Exendin-4 inhibits iNOS expression at the protein level in LPS-stimulated Raw264.7 macrophage by the activation of cAMP/PKA pathway.
J Cell Biochem · 2013
Last updated 2026-05-28In lab tests on immune cells, a GLP-1 drug called exendin-4 (EX-4) reduced the production of a protein linked to inflammation by 50% or more, but it did not lower the amount of the protein’s genetic instructions. The drug worked by speeding up the breakdown of the protein, not by stopping its creation, and this effect relied on a specific cell signaling pathway involving cAMP and PKA.
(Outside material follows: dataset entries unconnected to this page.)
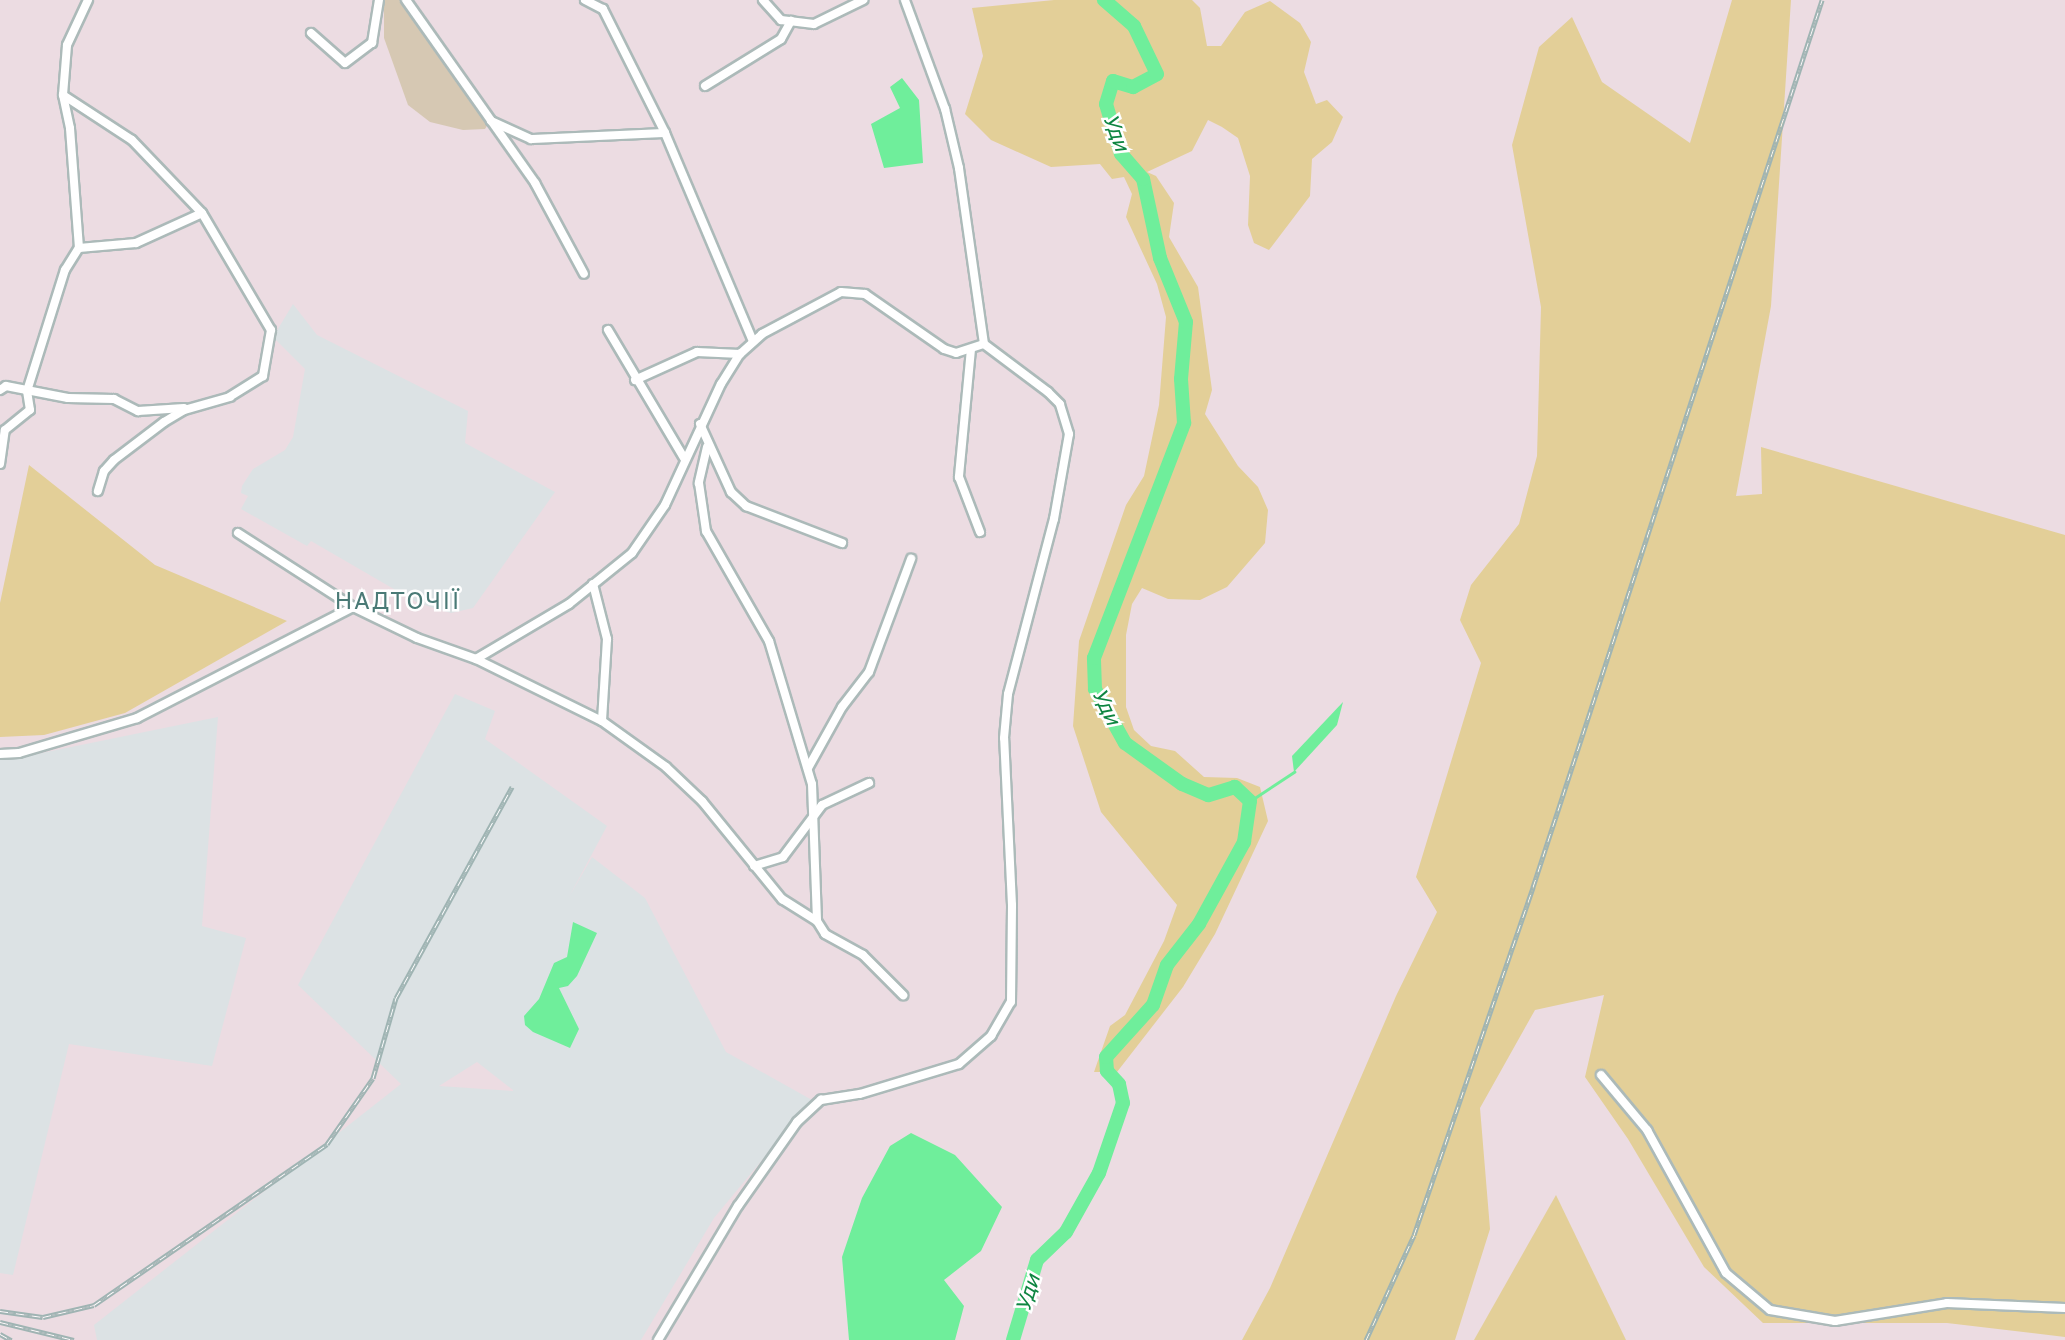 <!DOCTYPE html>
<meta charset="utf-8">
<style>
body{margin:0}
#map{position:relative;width:2065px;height:1340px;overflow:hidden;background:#ecdce2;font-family:"Golos Text",sans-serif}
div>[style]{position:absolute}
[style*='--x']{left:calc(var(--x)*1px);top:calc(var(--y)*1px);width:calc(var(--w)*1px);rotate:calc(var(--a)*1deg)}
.industrial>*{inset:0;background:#dce2e4}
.green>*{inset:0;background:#e3cf98}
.cemetery>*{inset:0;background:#d6c8b3}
.water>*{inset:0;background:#6fee9b}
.stream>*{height:2.5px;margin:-1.25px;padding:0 1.25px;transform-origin:1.25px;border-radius:1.25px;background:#6fee9b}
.river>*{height:14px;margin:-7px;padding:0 7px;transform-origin:7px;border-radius:7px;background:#6fee9b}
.roads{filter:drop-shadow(2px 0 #acbab9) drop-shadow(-2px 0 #acbab9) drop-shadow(0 2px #acbab9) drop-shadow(0 -2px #acbab9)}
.minor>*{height:8px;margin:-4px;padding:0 4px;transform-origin:4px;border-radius:4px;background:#fff}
.rail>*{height:5px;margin-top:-2.5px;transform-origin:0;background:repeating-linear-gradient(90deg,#fff 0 8px,#9fb4b3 0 16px);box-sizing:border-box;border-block:2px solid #9fb4b3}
span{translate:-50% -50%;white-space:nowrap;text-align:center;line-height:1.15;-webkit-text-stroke:5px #fff;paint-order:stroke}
.water-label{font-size:21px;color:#0e8541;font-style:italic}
.quarter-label{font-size:23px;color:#4a7a76;letter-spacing:2px}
</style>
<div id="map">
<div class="industrial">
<div style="clip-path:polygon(293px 304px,317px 335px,468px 411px,465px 443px,555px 492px,473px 608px,451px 613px,418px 603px,311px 541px,307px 546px,241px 509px,248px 496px,241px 493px,242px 486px,253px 469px,285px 450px,293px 437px,305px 369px,273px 337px)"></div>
<div style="clip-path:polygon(evenodd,455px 694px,495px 711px,485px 739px,607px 826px,569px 897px,592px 857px,645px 898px,726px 1052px,812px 1100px,714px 1218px,641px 1340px,97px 1340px,94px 1325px,401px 1084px,298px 985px,455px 694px,477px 1062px,513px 1090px,513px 1091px,439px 1086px,477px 1062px)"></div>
<div style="clip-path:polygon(218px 717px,202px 926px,246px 938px,212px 1066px,69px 1044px,13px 1275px,0 1273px,0 752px,32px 755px)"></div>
</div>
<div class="green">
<div style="clip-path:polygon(1054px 0,1192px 0,1200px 8px,1207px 46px,1221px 46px,1245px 12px,1270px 1px,1300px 23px,1311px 42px,1304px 72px,1316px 104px,1327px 100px,1343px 117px,1332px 142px,1312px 159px,1310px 196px,1269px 250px,1254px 243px,1248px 225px,1250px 176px,1238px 138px,1222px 127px,1208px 120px,1192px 151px,1147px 172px,1156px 176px,1174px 203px,1169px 237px,1198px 287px,1212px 390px,1205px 414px,1238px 466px,1258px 487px,1268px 510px,1265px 543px,1227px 587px,1200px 600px,1168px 599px,1142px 588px,1132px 604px,1126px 635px,1126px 707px,1134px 730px,1151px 746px,1175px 751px,1204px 777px,1237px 778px,1260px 787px,1268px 821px,1215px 934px,1183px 987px,1117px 1072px,1094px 1072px,1110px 1026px,1125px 1015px,1164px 941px,1177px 905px,1101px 812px,1073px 726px,1079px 641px,1126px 505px,1144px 476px,1159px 405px,1166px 317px,1157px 284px,1126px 217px,1132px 194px,1124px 177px,1112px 179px,1100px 164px,1051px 167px,991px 140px,965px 114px,983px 56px,972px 8px)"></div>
<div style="clip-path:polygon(1732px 0,1791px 0,1771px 306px,1736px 496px,1762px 494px,1761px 447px,2065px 535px,2065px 1337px,1947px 1323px,1763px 1323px,1704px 1267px,1628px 1139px,1585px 1077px,1604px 995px,1535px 1010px,1480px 1108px,1490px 1229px,1455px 1340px,1242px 1340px,1270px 1288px,1396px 996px,1437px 912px,1416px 877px,1481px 663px,1460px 620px,1471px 585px,1519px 524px,1537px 456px,1541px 307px,1512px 145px,1539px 47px,1572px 17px,1602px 82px,1690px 143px)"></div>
<div style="clip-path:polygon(29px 465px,155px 565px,287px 621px,125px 713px,44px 735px,0 737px,0 603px)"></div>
<div style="clip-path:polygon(1556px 1195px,1626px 1340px,1474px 1340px)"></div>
</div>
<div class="cemetery">
<div style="clip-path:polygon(384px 0,405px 0,488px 124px,485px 129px,463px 130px,430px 122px,408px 105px,384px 38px)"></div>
</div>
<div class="water">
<div style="clip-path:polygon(902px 78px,919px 100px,923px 163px,884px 168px,871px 124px,900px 108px,890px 87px)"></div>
<div style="clip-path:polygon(1343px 702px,1337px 725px,1294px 772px,1292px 756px)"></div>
<div style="clip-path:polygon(573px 922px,597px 933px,577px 976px,568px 986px,559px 988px,579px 1029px,570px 1048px,533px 1032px,525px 1025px,524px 1016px,539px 999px,554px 963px,567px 957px)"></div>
<div style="clip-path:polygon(911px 1133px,955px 1155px,1002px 1207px,981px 1251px,944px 1280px,964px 1306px,955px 1340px,849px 1340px,842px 1257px,862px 1198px,890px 1146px)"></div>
</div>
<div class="stream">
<div style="--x:1250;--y:801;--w:53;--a:-33.4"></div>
</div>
<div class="river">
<div style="--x:1013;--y:1340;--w:84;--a:-73.3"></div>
<div style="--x:1037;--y:1260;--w:40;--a:-44"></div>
<div style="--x:1066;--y:1232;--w:68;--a:-60.8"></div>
<div style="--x:1099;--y:1173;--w:74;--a:-71.1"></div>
<div style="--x:1123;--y:1103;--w:19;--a:-102"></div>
<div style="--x:1119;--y:1084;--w:18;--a:-133"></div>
<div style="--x:1107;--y:1071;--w:14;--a:-94"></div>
<div style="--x:1106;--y:1057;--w:70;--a:-47.9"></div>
<div style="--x:1153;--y:1005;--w:42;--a:-70.7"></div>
<div style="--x:1167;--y:965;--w:52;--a:-52"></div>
<div style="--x:1199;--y:924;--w:94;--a:-61.2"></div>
<div style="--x:1244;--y:842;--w:41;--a:-81.7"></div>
<div style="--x:1250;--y:801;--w:21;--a:-137"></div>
<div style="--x:1235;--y:787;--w:28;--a:163"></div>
<div style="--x:1208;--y:795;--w:28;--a:-157"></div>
<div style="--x:1182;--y:784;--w:70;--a:-144.3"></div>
<div style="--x:1125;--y:743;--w:62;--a:-119.1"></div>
<div style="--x:1095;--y:689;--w:31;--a:-92"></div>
<div style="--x:1094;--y:658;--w:252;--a:-69"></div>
<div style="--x:1184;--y:423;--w:44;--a:-93.9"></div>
<div style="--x:1181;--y:379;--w:57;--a:-85"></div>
<div style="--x:1186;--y:322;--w:69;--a:-112.1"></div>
<div style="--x:1160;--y:258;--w:81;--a:-102.1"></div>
<div style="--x:1143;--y:179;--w:33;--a:-131"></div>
<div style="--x:1121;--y:154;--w:52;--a:-106.7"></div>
<div style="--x:1106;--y:104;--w:24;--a:-73"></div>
<div style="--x:1113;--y:81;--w:21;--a:17"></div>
<div style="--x:1133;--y:87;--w:27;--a:-28"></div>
<div style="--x:1157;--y:74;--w:53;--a:-115.6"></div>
<div style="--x:1134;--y:26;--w:40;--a:-139"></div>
</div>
<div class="roads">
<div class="minor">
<div style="--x:406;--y:0;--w:224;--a:54.8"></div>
<div style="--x:535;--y:183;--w:103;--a:61.7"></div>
<div style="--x:585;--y:0;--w:20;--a:27"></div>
<div style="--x:603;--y:9;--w:139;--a:63.4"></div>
<div style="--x:665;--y:133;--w:226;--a:67.1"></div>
<div style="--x:763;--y:0;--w:27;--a:48"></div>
<div style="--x:781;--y:20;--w:33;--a:7"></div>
<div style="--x:814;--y:24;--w:55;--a:-26.1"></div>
<div style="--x:311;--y:33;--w:45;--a:41.4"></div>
<div style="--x:345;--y:63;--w:34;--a:-37"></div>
<div style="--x:372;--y:43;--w:44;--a:-80.8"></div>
<div style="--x:705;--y:86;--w:89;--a:-31.7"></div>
<div style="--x:781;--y:39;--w:21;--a:-61"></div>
<div style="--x:63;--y:95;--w:82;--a:33.1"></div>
<div style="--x:132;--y:140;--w:101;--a:46.2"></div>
<div style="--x:202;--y:213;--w:136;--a:59.5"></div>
<div style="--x:271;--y:330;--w:47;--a:99.9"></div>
<div style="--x:263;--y:376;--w:39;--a:148"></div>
<div style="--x:230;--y:397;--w:48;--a:164.2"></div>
<div style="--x:184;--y:410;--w:23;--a:149"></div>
<div style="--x:164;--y:422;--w:63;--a:142.8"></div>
<div style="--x:114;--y:460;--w:15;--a:132"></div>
<div style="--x:104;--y:471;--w:21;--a:107"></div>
<div style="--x:491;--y:121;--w:44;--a:24.2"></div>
<div style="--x:531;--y:139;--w:134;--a:-2.6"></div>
<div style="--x:79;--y:248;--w:57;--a:-5"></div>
<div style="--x:136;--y:243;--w:72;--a:-24.4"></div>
<div style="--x:608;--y:330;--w:149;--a:59.3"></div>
<div style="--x:971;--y:349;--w:129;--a:95.4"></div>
<div style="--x:959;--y:477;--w:59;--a:69.1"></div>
<div style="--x:635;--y:380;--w:68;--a:-24.3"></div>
<div style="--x:697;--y:352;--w:43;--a:2.7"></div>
<div style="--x:0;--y:390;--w:7;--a:-34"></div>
<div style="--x:6;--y:386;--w:63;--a:11"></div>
<div style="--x:68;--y:398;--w:46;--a:1.2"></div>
<div style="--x:114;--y:399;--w:27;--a:27"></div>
<div style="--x:138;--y:411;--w:46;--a:-3.7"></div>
<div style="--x:700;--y:424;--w:75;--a:65.5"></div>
<div style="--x:731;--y:492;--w:21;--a:43"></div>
<div style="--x:746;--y:506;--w:103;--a:21.1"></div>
<div style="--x:707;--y:447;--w:37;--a:103"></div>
<div style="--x:699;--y:483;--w:49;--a:81.7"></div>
<div style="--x:706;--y:531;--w:127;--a:60.2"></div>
<div style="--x:769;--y:641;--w:149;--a:73.3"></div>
<div style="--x:812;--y:784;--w:137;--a:87.9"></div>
<div style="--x:817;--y:921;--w:15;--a:58"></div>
<div style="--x:825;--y:934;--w:43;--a:28.9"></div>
<div style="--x:863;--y:955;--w:57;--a:45"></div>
<div style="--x:0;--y:464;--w:34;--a:-82"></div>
<div style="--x:5;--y:430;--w:32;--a:-39"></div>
<div style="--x:30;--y:410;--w:19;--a:-99"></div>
<div style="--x:27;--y:391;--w:127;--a:-72.6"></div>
<div style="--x:65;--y:270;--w:26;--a:-58"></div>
<div style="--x:79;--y:248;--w:120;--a:-94.3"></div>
<div style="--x:70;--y:128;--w:34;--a:-102"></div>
<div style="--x:63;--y:95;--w:50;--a:-85.4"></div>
<div style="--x:67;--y:45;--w:50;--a:-65"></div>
<div style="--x:238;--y:533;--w:137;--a:32.8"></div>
<div style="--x:353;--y:607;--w:71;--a:25.8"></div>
<div style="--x:417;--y:638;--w:63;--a:19.6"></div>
<div style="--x:476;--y:659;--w:108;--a:-30.6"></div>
<div style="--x:569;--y:604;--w:81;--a:-39"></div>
<div style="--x:632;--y:553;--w:58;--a:-55.5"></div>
<div style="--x:665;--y:505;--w:133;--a:-65.2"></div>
<div style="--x:721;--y:384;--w:36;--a:-58"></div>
<div style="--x:740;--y:354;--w:30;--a:-42"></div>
<div style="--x:762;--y:334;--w:89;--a:-28"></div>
<div style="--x:841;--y:292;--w:24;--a:5"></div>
<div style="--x:865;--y:294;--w:96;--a:34.8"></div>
<div style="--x:944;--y:349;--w:13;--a:18"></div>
<div style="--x:956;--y:353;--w:29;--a:-18"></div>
<div style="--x:593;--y:584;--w:57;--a:75.7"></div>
<div style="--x:607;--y:639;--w:82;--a:93.5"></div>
<div style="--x:476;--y:659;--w:140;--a:26.2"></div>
<div style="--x:602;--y:721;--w:79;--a:35.7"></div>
<div style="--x:666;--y:767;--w:50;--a:43.4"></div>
<div style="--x:702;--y:801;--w:127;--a:50.8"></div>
<div style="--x:782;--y:899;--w:41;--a:32.2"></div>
<div style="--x:0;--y:754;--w:19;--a:-3"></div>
<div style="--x:19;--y:753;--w:123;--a:-16.5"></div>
<div style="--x:137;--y:718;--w:243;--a:-27.2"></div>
<div style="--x:808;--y:768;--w:70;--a:-60.9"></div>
<div style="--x:842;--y:707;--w:44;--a:-52.4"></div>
<div style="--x:869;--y:672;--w:121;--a:-69.6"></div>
<div style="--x:754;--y:866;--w:30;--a:-17"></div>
<div style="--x:783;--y:857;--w:65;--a:-53.1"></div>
<div style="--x:822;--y:805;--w:52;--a:-25.1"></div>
<div style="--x:1601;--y:1075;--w:72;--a:50.1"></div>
<div style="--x:1647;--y:1130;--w:163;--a:61.1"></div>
<div style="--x:1726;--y:1273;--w:57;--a:40.1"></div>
<div style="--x:1770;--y:1310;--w:66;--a:9.6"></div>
<div style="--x:1835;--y:1321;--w:113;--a:-9.1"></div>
<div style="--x:1947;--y:1303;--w:118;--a:2.4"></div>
<div style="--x:658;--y:1340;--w:156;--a:-59.2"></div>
<div style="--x:738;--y:1206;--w:103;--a:-54.9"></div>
<div style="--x:797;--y:1122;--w:33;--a:-43"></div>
<div style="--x:821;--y:1100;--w:39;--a:-9"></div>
<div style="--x:860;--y:1094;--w:103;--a:-16.9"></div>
<div style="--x:959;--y:1064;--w:43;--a:-41.2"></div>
<div style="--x:991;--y:1036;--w:39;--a:-60"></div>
<div style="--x:1011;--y:1002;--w:97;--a:-89.4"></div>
<div style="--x:1012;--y:905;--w:167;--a:-92.7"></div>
<div style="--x:1004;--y:738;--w:44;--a:-84.8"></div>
<div style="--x:1008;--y:694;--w:181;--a:-75.3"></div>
<div style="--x:1054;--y:519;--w:86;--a:-80"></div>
<div style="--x:1069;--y:434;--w:31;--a:-107"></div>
<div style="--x:1060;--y:404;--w:17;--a:-135"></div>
<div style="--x:1048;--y:392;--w:80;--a:-143.1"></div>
<div style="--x:984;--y:344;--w:178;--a:-98.1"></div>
<div style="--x:959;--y:168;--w:61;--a:-103.3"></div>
<div style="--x:945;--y:109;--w:116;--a:-110.2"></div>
</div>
</div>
<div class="rail">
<div style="--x:0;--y:1311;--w:43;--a:7.9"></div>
<div style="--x:43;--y:1317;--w:52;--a:-13.2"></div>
<div style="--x:94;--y:1305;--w:283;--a:-34.6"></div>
<div style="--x:327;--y:1144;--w:80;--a:-55.1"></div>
<div style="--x:373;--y:1078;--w:83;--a:-74"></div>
<div style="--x:396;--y:998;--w:241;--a:-61.2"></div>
<div style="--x:0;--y:1322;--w:76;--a:13.7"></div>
<div style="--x:0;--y:1334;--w:13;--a:29"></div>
<div style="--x:1366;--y:1340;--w:115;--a:-65.4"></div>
<div style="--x:1414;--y:1235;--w:368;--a:-71.1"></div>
<div style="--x:1533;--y:887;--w:933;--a:-71.95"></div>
</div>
<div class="water-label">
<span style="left:1117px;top:132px;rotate:70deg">Уди</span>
<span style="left:1107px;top:706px;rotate:65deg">Уди</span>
<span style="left:1027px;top:1293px;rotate:-73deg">Уди</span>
</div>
<div class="quarter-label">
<span style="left:398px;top:600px">НАДТОЧІЇ</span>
</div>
</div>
AI summary of the abstract below.
| Journal | J Cell Biochem, 2013 |
|---|---|
| Citations | 34 |
| Relative citation ratio | 1.13 |
| NIH percentile | 55 |
| Molecules | — |
Abstract
Glucagon-like peptide-1 (GLP-1) and its potent agonists have been widely studied in pancreatic islet β-cells. However, GLP-1 receptors are present in many extrapancreatic tissues including macrophages, and thus GLP-1 may have diverse actions in these tissues and cells. Therefore, we examined the mechanism by which exendin-4 (EX-4), a potent GLP-1 receptor agonist, inhibits lipopolysaccharide (LPS)-induced iNOS expression in Raw264.7 macrophage cells. EX-4 significantly inhibited LPS-induced iNOS protein expression and nitrite production. However, Northern blot and promoter analyses demonstrated that EX-4 did not inhibit LPS-induced iNOS mRNA expression and iNOS promoter activity. Electrophoretic mobility shift assay (EMSA) showed that EX-4 did not alter the binding activity of NF-κB to the iNOS promoter. Consistent with the result of EMSA, LPS-induced IκBα phosphorylation and nuclear translocation of p65 were not inhibited by EX-4. Also, actinomycin D chase study and the promoter assay using the construct containing 3'-untranslated region of iNOS showed that EX-4 did not affect iNOS mRNA stability. Meanwhile, cycloheximide chase study demonstrated that EX-4 significantly accelerated iNOS protein degradation. The EX-4 inhibition of LPS-induced iNOS protein was significantly reversed by adenylate cyclase inhibitors (MDL-12330A and SQ 22536), a PKA inhibitor (H-89) and PKAα gene silencing. These findings suggest that EX-4 inhibited LPS-induced iNOS expression at protein level, but not at transcriptional mechanism of iNOS gene and this inhibitory effect of EX-4 was mainly dependent on cAMP/PKA system.